## AIM OF THE EXERCISE
Your answer must be a single number: how many lines in the records below contain the word "Pressagny".

(RECORDS PROVIDED Opens)

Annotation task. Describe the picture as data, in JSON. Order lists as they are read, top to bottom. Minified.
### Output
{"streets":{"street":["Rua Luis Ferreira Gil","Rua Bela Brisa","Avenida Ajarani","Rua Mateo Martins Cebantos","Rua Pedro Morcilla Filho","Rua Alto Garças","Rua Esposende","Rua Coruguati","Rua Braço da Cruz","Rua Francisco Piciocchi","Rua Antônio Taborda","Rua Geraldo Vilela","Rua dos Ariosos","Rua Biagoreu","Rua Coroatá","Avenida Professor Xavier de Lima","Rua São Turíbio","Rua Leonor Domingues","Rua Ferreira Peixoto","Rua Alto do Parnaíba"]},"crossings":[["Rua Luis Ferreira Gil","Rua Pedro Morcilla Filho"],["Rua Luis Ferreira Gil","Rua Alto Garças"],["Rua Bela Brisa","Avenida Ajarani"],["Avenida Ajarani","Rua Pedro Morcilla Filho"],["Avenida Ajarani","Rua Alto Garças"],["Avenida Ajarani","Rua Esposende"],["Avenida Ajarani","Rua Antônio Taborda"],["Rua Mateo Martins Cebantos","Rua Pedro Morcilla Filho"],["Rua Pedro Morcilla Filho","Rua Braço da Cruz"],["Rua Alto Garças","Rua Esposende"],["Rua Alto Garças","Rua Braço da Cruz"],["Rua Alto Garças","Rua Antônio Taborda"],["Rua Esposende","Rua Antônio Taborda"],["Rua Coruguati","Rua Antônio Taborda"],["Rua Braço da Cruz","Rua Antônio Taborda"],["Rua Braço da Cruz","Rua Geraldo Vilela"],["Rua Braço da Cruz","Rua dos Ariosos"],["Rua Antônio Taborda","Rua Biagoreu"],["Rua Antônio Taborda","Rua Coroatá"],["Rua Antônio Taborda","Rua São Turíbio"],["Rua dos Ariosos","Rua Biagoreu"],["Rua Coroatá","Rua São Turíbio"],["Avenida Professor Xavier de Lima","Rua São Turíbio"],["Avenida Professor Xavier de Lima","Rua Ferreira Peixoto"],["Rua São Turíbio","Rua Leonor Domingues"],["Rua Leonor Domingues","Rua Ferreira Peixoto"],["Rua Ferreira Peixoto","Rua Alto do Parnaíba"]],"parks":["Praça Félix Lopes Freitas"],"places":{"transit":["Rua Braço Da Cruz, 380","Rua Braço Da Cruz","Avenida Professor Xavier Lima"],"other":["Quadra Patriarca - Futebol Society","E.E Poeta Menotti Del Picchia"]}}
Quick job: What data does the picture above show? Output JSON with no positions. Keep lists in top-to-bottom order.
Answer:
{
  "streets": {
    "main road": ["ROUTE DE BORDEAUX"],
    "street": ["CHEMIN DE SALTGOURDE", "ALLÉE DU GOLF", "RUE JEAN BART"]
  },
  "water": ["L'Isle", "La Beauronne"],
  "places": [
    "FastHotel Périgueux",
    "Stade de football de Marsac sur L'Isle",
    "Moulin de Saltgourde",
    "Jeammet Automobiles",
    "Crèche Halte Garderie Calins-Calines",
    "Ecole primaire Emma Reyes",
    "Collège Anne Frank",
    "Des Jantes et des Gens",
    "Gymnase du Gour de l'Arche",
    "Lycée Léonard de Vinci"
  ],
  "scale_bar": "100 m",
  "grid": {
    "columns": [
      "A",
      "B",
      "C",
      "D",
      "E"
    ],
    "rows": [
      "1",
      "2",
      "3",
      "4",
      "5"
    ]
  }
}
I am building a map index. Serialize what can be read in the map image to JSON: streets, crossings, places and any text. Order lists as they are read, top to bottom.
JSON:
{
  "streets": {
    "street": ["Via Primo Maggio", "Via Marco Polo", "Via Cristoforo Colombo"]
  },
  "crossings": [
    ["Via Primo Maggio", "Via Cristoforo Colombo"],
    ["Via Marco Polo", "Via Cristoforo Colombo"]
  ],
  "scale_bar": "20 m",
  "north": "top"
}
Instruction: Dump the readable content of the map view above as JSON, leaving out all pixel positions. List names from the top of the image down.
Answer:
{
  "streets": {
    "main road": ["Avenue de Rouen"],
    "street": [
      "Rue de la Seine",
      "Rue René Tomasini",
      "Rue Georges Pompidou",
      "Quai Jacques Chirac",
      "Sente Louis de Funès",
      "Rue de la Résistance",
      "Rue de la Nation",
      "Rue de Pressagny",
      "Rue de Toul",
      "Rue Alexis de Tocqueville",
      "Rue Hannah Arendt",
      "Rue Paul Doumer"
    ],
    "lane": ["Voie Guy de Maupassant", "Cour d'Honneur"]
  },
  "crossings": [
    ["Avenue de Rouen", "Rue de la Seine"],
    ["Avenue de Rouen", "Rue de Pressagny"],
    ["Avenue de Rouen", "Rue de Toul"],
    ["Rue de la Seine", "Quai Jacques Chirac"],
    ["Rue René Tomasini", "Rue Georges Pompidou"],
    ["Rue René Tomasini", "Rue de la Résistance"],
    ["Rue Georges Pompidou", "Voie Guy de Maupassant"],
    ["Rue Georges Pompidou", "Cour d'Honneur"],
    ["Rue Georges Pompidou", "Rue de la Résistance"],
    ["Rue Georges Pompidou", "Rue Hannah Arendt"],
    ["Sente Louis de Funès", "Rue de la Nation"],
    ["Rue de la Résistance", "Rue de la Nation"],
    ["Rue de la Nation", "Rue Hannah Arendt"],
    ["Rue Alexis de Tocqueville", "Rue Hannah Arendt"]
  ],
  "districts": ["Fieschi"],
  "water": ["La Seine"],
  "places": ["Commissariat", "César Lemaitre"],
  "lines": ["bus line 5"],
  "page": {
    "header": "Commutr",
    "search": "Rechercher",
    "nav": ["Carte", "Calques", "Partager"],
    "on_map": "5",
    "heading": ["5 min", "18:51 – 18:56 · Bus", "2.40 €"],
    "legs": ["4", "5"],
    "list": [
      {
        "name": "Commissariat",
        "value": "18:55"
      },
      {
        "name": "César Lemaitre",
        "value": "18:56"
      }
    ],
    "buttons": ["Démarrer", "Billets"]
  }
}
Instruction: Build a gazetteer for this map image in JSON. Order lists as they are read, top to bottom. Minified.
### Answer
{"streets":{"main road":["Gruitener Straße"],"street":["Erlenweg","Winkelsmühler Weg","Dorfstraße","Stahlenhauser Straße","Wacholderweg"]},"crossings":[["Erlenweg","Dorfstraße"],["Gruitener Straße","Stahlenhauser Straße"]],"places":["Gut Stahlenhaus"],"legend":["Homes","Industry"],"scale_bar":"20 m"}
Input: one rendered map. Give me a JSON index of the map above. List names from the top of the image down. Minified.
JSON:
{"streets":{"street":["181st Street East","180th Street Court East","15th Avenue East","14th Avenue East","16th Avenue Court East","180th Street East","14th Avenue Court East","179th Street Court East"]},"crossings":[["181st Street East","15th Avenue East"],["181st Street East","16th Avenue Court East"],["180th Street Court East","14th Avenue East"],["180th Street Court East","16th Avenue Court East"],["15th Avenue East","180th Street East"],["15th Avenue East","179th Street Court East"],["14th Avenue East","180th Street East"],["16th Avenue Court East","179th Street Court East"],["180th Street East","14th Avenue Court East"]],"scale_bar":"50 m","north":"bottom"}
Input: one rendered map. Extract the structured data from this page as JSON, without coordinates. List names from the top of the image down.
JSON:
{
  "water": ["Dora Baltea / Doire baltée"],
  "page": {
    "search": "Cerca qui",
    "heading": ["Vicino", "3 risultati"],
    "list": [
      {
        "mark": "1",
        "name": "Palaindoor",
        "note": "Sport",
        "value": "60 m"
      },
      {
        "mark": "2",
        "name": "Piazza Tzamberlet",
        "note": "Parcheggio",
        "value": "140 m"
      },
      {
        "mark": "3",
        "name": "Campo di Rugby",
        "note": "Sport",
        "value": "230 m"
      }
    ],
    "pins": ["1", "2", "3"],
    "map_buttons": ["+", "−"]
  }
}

(RECORDS PROVIDED Closes)

## TASK RESULT
2